**DATA EXTRACT:**
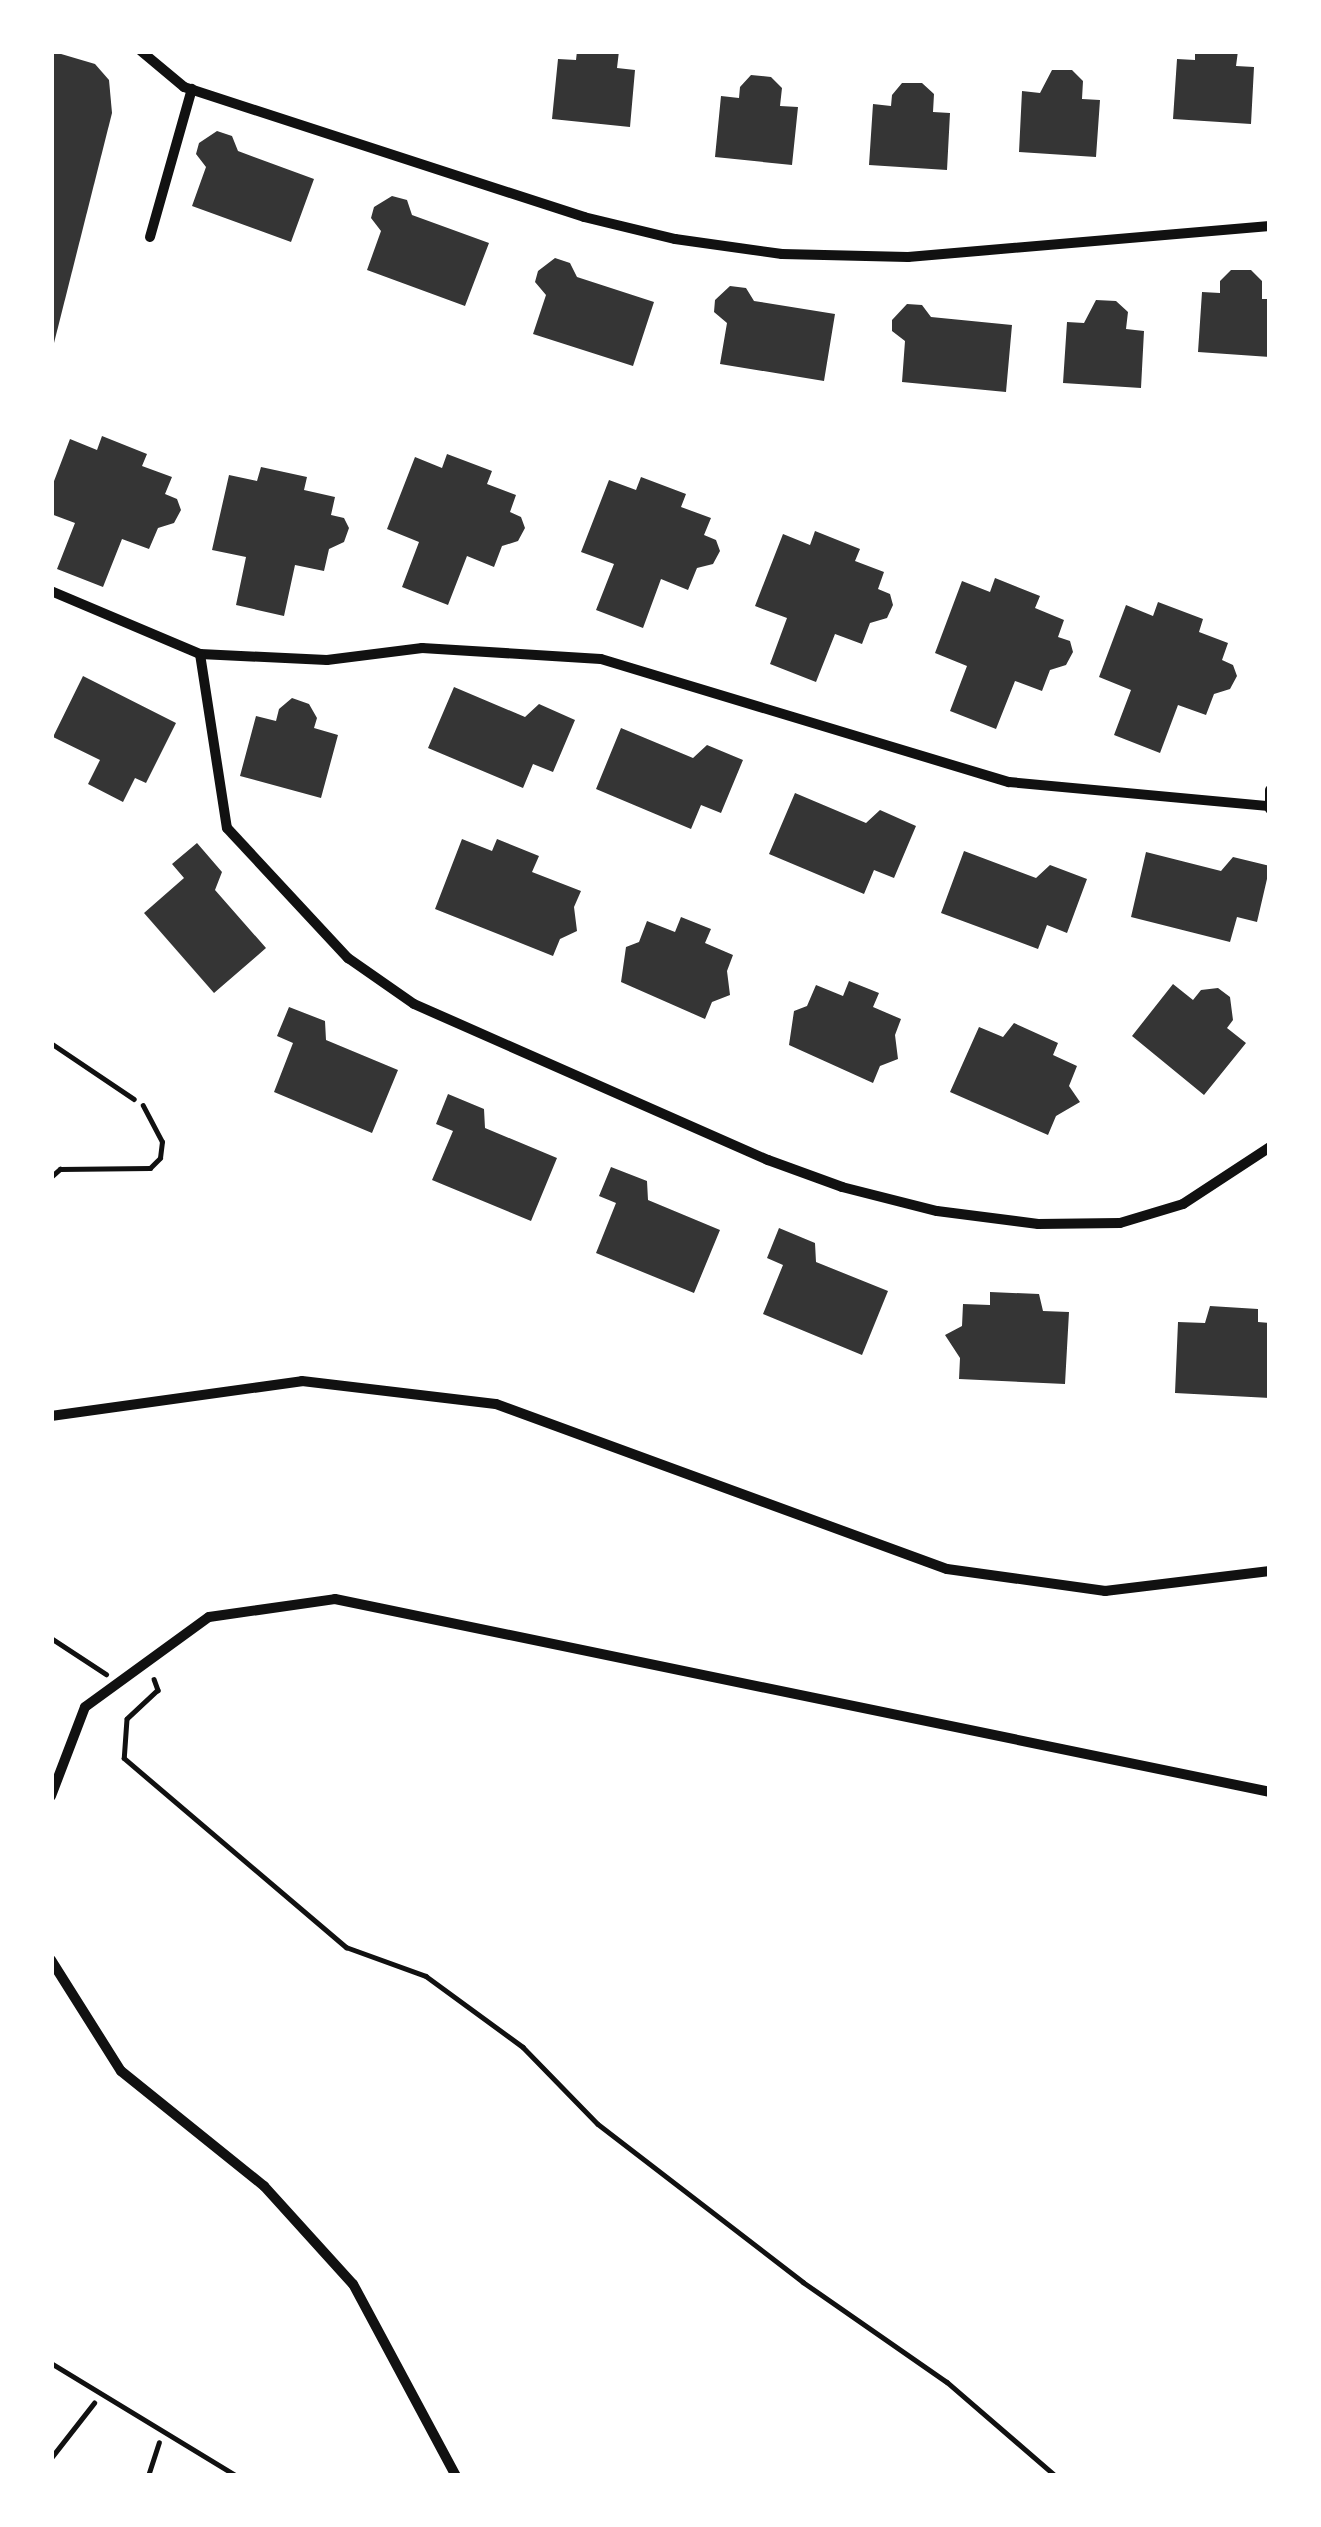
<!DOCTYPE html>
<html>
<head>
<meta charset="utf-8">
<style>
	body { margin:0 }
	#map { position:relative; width:1321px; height:2527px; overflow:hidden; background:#fff; font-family:Raleway,sans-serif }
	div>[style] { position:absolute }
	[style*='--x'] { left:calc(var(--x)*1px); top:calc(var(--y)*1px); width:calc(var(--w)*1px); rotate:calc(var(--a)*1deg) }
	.building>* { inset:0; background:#353535 }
	.path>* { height:4.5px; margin:-2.25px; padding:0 2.25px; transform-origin:2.25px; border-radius:2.25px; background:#111 }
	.service>* { height:4.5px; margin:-2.25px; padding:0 2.25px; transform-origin:2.25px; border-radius:2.25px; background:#111 }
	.minor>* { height:10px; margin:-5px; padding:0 5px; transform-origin:5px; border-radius:5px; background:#111 }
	span { translate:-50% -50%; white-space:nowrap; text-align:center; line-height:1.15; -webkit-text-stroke:9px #fff; paint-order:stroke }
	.frame { position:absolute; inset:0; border:54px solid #fff; pointer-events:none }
</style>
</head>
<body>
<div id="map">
	<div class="building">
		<i style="clip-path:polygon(51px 51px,95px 64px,109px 80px,112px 113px,53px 347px)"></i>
		<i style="clip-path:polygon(577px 51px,619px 51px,617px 68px,635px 70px,630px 127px,552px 119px,558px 59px,576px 60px)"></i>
		<i style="clip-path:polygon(1195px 51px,1238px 51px,1236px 66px,1254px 67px,1251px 124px,1173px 119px,1177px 59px,1195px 60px)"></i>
		<i style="clip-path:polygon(1052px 70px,1072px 70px,1083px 81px,1082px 99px,1100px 100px,1096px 157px,1019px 152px,1022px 91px,1040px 93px)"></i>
		<i style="clip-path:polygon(751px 75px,771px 77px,782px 88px,780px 106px,798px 107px,792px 165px,715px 157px,721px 96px,739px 98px,740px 87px)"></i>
		<i style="clip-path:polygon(902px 83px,922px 83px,934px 94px,933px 112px,950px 113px,947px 170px,869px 165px,873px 104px,891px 106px,892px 95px)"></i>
		<i style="clip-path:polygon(217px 131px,232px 136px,238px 151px,314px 179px,291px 242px,192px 206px,206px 167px,196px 154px,199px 143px)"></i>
		<i style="clip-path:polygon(392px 196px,407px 200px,412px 215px,489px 243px,465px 306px,367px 270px,381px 231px,371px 218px,374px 207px)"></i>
		<i style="clip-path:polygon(555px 258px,570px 263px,577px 277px,654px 302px,633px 366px,533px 334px,546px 295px,535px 282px,538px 271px)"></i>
		<i style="clip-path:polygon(1231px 270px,1251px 270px,1262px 281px,1262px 299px,1270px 299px,1270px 357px,1198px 352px,1202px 292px,1220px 293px,1220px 281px)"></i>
		<i style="clip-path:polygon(730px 286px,746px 288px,754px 301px,835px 314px,824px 381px,720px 364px,727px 323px,714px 312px,715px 300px)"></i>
		<i style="clip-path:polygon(1096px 300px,1116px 301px,1128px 312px,1126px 329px,1144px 331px,1141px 388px,1063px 383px,1067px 322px,1084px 323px)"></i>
		<i style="clip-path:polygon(907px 304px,922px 305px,931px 317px,1012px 325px,1006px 392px,902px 382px,905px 341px,892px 331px,892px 320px)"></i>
		<i style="clip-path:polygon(102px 436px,147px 454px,142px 466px,172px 477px,165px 494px,177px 499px,181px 510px,174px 523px,158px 528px,149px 549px,122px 539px,103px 587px,57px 569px,75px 523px,51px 514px,51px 489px,70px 439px,97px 450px)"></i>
		<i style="clip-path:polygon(447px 454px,492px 471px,487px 484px,516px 495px,510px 512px,521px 517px,525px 528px,518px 541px,502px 546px,494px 567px,467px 556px,448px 605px,402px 587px,419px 542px,387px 529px,415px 457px,442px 468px)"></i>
		<i style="clip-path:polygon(261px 467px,307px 477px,304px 490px,335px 497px,331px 515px,344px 518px,349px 528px,344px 542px,329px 549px,324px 571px,295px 565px,284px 616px,236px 605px,246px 557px,212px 550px,229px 475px,257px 481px)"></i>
		<i style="clip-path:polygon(641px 477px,686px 494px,681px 507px,711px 518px,704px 535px,716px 540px,720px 551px,713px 564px,697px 568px,688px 590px,661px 579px,643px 628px,596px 610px,614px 564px,581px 552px,609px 480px,636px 490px)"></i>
		<i style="clip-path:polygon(815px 531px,860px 549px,855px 561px,884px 572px,878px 589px,890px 594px,893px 605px,887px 618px,870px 623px,862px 644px,835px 634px,816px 682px,770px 664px,787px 618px,755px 606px,783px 534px,810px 545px)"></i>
		<i style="clip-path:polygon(995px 578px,1040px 596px,1035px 608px,1064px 620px,1058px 637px,1070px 641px,1073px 652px,1066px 665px,1050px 670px,1042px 691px,1015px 681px,996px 729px,950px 711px,967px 666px,935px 653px,962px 581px,990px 592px)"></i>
		<i style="clip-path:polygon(1158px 602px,1203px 619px,1199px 632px,1228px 643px,1222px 660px,1233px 665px,1237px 676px,1230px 689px,1214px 694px,1206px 715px,1178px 705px,1160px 753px,1114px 735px,1131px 690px,1099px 677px,1126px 605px,1153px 616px)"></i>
		<i style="clip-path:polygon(83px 676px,176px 723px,146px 783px,135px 778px,123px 802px,88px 784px,100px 760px,53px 737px)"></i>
		<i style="clip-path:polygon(454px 687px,525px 717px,539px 704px,575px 720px,553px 772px,533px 764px,523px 788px,428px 748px)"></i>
		<i style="clip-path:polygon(292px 698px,309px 704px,317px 718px,314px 728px,338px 735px,321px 798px,240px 776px,256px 716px,276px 721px,279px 709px)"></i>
		<i style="clip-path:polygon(621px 728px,693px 758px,707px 745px,743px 760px,721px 813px,701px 805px,691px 829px,596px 789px)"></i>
		<i style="clip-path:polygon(795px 793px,866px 823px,880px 810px,916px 826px,894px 878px,874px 870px,864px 894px,769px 854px)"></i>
		<i style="clip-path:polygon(462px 839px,492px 851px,497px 839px,539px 856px,532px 872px,581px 891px,574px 907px,577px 931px,560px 939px,553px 956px,435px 909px)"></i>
		<i style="clip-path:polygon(197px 843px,222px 872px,215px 890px,266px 948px,214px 993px,144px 913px,184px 878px,172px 864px)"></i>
		<i style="clip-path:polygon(964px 851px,1036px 878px,1050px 865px,1087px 879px,1067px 933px,1047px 925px,1038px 949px,941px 913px)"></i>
		<i style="clip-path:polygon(1146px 852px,1221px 871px,1233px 857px,1270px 866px,1257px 922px,1237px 917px,1230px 942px,1131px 917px)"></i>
		<i style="clip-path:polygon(681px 917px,711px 929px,705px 943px,733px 955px,727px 971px,730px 995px,712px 1002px,705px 1019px,621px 982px,626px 947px,639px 942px,647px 921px,675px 932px)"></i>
		<i style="clip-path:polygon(849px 981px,879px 993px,873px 1007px,901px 1019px,895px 1035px,898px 1059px,880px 1066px,873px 1083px,789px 1045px,794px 1011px,807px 1006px,816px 985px,843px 996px)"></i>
		<i style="clip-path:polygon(1173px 984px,1193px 1000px,1201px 990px,1218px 988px,1230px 997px,1233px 1020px,1227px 1028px,1246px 1043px,1204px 1095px,1132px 1036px)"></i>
		<i style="clip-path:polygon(289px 1007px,325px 1021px,326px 1040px,398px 1070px,372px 1133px,274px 1092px,293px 1043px,277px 1036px)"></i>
		<i style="clip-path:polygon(1014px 1023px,1058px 1043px,1053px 1055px,1077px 1066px,1069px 1086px,1080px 1102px,1056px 1116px,1048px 1135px,950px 1092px,979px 1027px,1003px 1037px)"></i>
		<i style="clip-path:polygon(448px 1094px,484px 1109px,485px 1128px,557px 1158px,531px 1221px,432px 1180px,453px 1131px,436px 1124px)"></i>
		<i style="clip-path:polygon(611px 1167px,647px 1181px,648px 1200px,720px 1230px,694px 1293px,596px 1253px,616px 1203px,599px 1196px)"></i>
		<i style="clip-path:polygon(779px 1228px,815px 1243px,816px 1262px,888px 1291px,862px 1355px,763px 1314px,783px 1265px,767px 1258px)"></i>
		<i style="clip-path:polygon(990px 1292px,1039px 1294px,1043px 1311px,1069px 1312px,1065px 1384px,959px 1379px,960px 1358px,945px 1335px,962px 1326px,963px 1304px,990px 1305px)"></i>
		<i style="clip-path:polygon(1210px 1306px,1258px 1309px,1258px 1322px,1270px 1323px,1270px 1398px,1175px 1393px,1178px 1322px,1205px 1323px)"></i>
	</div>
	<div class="path">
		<i style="--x:51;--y:1043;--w:100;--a:34"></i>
		<i style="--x:51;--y:1638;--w:66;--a:33.2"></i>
		<i style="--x:154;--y:1679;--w:12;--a:70"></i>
		<i style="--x:158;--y:1690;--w:42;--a:136.9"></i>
		<i style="--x:127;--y:1719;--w:39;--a:94"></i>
		<i style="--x:124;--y:1758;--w:292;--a:40.4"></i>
		<i style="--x:346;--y:1947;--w:85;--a:19.9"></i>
		<i style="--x:426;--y:1976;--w:120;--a:36.2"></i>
		<i style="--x:523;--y:2047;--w:107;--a:45.8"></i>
		<i style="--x:598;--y:2124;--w:259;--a:37.6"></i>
		<i style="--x:803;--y:2282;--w:175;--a:34.8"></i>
		<i style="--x:947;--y:2382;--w:144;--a:40.8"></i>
		<i style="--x:51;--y:2458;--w:70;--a:-52"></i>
		<i style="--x:148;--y:2476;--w:35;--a:-72"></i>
	</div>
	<div class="service">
		<i style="--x:51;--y:1177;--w:12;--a:-42"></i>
		<i style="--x:60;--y:1169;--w:90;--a:-0.6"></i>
		<i style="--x:150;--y:1168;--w:14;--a:-45"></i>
		<i style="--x:160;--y:1158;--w:16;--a:-83"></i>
		<i style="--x:162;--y:1142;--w:41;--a:-117.8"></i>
		<i style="--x:51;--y:2363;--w:218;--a:31.3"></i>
	</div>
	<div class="minor">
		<i style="--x:141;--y:51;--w:56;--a:39.9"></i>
		<i style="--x:184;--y:87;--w:421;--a:18"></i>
		<i style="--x:584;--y:217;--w:94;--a:13.6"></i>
		<i style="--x:675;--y:239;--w:108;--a:8"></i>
		<i style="--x:782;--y:254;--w:126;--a:1.4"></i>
		<i style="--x:908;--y:257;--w:363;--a:-4.9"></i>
		<i style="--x:150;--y:237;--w:154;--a:-74.2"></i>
		<i style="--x:51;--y:591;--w:162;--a:22.9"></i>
		<i style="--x:200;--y:654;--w:127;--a:2.7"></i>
		<i style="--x:327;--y:660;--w:96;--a:-7.2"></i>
		<i style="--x:422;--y:648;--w:179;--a:3.5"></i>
		<i style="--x:601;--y:659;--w:426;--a:16.8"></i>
		<i style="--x:1009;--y:782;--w:261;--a:5.3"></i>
		<i style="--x:200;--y:654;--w:176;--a:81.2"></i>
		<i style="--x:227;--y:828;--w:178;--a:47.1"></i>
		<i style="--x:348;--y:958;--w:80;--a:34.9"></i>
		<i style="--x:414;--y:1004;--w:387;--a:23.8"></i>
		<i style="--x:768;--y:1160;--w:79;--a:20"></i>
		<i style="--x:842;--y:1187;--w:98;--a:14.2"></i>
		<i style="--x:937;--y:1211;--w:102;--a:7.3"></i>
		<i style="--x:1038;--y:1224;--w:82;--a:-0.7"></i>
		<i style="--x:1120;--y:1223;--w:66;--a:-16.8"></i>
		<i style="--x:1183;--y:1204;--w:104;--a:-33.2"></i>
		<i style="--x:1270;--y:790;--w:19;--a:90"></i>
		<i style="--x:51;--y:1416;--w:253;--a:-7.9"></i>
		<i style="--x:302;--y:1381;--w:195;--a:6.8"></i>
		<i style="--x:496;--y:1404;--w:480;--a:20.1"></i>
		<i style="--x:947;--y:1569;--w:160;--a:7.9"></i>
		<i style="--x:1105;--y:1591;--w:166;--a:-6.9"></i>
		<i style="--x:51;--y:1796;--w:95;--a:-69.1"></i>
		<i style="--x:85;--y:1707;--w:153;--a:-36"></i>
		<i style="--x:209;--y:1617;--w:127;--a:-8.1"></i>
		<i style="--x:335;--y:1599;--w:955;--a:11.66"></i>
		<i style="--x:51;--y:1960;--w:131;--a:57.8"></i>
		<i style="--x:121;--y:2071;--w:184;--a:38.8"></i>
		<i style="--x:264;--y:2186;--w:132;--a:47.8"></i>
		<i style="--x:353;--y:2284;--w:218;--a:61.8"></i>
	</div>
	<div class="frame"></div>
</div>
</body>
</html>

**WORK REQUEST:** Gather up every line in the data above that contains the word "width", copying each one.

**SOLVED PROBLEM:**
	#map { position:relative; width:1321px; height:2527px; overflow:hidden; background:#fff; font-family:Raleway,sans-serif }
	[style*='--x'] { left:calc(var(--x)*1px); top:calc(var(--y)*1px); width:calc(var(--w)*1px); rotate:calc(var(--a)*1deg) }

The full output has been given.